I have just moved my blog to Acrylamid. I have been planning this move for a long time, because Wordpress is way too large, slow and has too many features I don't need. I wanted to be able to blog using just Markdown, use Git for versioning and be able to publish with rsync.
There are many static blogging platforms, the most popular being Jekyll. That one fell of the list right away because it was written in Ruby. Then I looked at Hakyll, which is written in Haskell, but it is waaaay too complicated and requires too much work just to be able to make a simple blog. The next logical choice was Pelican, the most starred Python version on GitHub. I started working on moving to it, but after a while I noticed that it's license is AGPL, which I don't really like, so I moved to Acrylamid, which is licensed under BSD and, as a bonus, does incremental compiling, so if I change a post, it doesn't change the whole thing.

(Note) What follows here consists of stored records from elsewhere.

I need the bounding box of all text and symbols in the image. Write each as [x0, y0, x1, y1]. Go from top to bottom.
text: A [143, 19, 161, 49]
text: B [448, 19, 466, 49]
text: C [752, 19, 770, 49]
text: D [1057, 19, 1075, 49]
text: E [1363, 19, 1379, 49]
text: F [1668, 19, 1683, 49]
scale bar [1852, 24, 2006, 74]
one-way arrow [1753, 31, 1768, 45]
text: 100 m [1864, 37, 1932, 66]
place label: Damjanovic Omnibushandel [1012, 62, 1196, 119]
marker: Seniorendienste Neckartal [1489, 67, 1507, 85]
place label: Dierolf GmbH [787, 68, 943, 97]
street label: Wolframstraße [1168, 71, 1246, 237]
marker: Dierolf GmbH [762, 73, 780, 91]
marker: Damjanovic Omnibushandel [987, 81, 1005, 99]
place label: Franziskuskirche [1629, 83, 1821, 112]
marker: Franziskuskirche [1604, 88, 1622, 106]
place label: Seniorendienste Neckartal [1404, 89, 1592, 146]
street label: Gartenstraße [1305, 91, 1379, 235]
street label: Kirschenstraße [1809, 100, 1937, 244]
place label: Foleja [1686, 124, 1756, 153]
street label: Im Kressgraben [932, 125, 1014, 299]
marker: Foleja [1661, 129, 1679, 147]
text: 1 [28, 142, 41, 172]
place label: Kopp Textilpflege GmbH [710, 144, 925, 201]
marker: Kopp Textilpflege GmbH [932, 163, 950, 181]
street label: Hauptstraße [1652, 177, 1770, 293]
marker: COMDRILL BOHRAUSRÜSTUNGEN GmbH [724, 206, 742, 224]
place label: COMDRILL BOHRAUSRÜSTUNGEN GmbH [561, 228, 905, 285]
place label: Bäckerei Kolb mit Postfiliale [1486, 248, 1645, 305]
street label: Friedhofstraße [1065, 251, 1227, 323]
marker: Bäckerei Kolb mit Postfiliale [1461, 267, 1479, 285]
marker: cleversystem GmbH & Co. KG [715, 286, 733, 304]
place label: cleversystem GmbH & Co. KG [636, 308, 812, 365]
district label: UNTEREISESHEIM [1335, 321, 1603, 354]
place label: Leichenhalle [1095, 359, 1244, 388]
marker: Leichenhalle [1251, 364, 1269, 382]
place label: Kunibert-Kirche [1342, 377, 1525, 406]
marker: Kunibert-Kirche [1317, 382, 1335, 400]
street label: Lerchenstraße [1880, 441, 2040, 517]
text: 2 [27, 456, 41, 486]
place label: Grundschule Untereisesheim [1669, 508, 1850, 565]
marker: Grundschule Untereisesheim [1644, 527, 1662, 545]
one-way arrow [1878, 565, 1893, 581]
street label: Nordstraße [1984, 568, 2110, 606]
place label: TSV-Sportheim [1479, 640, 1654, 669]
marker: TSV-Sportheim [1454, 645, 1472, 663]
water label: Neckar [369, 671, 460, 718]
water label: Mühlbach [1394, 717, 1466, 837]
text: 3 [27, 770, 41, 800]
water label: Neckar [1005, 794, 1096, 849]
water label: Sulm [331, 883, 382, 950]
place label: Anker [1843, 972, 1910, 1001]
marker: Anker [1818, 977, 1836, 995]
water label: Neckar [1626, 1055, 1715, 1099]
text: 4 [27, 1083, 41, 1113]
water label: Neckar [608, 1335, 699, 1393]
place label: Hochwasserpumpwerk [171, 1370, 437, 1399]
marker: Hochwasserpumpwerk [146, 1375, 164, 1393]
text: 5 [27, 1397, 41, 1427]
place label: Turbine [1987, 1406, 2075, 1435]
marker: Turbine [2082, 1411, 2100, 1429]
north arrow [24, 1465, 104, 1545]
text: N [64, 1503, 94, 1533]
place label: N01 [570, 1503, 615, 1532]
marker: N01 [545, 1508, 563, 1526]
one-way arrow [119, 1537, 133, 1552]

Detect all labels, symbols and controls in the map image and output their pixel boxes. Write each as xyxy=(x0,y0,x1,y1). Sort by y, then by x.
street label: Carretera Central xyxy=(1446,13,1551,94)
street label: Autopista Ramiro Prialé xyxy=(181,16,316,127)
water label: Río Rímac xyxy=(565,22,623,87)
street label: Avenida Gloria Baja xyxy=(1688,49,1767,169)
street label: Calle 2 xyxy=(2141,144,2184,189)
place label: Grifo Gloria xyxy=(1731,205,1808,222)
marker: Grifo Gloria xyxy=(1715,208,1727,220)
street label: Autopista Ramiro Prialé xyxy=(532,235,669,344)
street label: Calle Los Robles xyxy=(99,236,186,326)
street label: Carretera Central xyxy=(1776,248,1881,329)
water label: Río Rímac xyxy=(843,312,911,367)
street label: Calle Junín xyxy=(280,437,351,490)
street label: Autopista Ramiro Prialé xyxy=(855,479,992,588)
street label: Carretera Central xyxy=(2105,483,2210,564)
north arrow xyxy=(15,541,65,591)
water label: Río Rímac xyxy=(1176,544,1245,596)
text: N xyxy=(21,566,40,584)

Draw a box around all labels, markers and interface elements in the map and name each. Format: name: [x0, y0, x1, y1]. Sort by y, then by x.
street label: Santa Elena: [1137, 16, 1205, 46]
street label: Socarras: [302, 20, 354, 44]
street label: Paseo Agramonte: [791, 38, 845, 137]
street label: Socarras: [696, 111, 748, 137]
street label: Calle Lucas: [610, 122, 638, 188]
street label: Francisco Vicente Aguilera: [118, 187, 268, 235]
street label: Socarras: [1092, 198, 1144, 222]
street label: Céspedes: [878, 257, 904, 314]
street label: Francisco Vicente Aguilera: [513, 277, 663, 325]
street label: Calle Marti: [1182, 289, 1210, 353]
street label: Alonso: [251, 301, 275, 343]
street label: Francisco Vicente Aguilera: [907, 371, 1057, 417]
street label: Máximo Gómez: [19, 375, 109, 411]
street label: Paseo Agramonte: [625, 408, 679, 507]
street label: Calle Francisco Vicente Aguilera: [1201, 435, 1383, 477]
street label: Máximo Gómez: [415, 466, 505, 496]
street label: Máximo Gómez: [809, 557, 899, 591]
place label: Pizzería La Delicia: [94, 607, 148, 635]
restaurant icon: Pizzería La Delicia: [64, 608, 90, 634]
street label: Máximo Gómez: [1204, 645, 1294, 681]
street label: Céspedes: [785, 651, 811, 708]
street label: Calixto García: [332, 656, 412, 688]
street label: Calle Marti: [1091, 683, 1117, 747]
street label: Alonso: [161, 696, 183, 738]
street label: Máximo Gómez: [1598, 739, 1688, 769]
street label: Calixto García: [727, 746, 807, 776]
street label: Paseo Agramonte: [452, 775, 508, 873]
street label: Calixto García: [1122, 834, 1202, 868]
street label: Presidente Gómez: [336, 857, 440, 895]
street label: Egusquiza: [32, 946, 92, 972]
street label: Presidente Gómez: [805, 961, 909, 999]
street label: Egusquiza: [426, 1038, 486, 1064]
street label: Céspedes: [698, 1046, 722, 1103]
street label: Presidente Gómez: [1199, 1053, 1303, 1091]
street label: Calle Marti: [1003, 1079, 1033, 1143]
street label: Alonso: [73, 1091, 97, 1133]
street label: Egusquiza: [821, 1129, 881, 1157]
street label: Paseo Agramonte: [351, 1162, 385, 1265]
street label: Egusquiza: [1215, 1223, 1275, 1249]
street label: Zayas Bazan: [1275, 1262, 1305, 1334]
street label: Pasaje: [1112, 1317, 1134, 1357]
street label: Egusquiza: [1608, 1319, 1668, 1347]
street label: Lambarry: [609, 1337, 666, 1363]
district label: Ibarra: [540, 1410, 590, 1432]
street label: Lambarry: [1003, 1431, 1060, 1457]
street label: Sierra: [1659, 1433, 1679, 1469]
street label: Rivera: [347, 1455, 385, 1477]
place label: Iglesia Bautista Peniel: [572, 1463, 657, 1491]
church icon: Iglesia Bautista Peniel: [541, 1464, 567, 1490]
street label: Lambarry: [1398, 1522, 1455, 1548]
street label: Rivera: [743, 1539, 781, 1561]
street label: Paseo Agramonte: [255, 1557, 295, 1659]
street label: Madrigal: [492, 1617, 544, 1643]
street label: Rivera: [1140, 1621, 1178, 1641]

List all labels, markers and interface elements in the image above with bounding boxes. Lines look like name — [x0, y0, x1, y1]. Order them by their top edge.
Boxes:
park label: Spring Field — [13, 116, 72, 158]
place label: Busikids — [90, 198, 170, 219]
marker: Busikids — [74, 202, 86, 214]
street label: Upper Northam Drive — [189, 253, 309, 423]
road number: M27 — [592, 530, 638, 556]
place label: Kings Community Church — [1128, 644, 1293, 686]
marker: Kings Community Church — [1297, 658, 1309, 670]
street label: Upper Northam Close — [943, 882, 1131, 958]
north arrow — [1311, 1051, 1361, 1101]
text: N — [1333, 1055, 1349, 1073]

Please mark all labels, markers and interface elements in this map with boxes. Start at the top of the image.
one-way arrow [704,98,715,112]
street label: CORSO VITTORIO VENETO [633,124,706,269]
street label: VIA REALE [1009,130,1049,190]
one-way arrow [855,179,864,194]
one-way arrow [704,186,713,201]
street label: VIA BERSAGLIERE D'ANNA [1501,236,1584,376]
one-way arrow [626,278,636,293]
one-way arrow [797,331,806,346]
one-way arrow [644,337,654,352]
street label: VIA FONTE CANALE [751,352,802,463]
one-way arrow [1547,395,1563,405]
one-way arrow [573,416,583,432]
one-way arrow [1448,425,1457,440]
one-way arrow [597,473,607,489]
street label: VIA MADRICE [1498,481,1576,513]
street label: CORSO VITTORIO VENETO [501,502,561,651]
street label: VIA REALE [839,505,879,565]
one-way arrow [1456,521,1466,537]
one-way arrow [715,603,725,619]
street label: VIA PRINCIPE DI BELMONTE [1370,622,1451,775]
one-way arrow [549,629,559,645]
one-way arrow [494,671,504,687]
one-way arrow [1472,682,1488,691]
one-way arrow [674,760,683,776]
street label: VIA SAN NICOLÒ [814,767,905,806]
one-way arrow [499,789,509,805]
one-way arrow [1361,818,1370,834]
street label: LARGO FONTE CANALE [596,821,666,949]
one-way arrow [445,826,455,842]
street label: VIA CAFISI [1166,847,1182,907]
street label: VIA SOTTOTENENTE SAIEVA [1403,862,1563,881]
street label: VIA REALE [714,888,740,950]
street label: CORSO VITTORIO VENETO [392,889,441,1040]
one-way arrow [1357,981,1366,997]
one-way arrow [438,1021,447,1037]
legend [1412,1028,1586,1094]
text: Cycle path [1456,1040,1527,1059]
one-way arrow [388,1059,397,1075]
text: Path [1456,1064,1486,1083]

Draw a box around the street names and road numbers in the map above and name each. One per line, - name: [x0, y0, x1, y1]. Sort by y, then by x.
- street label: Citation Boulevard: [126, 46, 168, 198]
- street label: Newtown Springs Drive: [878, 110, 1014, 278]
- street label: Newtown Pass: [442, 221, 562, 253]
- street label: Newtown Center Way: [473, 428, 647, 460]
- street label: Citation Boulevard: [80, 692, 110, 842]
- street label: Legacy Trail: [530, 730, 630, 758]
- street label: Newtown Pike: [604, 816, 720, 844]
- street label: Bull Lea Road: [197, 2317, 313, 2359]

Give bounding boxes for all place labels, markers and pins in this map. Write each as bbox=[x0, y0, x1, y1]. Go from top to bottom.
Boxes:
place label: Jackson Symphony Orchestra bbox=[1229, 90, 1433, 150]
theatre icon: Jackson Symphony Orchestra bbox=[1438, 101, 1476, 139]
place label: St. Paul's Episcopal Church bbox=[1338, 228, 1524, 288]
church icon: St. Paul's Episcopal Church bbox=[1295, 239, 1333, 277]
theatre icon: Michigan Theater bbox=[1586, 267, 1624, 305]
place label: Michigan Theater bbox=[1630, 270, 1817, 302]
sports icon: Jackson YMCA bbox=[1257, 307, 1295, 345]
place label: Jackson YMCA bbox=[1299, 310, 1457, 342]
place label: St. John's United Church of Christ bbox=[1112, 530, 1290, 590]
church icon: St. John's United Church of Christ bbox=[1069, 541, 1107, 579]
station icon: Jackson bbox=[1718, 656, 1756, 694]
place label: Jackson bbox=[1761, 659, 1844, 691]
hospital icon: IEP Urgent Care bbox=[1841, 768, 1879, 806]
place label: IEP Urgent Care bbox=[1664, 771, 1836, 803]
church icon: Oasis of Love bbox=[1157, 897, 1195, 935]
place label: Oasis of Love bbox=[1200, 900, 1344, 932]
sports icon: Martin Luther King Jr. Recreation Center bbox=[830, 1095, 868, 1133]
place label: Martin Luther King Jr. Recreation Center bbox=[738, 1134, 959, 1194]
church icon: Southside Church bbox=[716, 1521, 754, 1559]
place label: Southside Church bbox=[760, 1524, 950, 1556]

Both Pelican and Wordpress offer some tools to import from other sources, including Wordpress, but they are lacking. Wordpress often generates weird stuff (and stores weird stuff), which trips up the converting tools.
One of the problems was that I used the Jetpack plugin, which converted my images to be hosted on the Wordpress.com for speed. I don't want to keep my images there anymore, so I needed to change that. And I started using sed for that. I needed to replace any link that started with their CDN, to a relative URL pointing to the images folder on my site.
sed -i "s/http:\/\/i.\.wp\.com\/rolisz\.ro\/wordpress\/wp-content\/uploads/\/images/g"
Another problem: Wordpress does some interesting things with images you embed in your posts, it wraps them with links to the image itself and presents a smaller version of the image. Because the converting tools are "intelligent", they transformed the link and image into their Markdown equivalent, from where I now needed to extract the image only.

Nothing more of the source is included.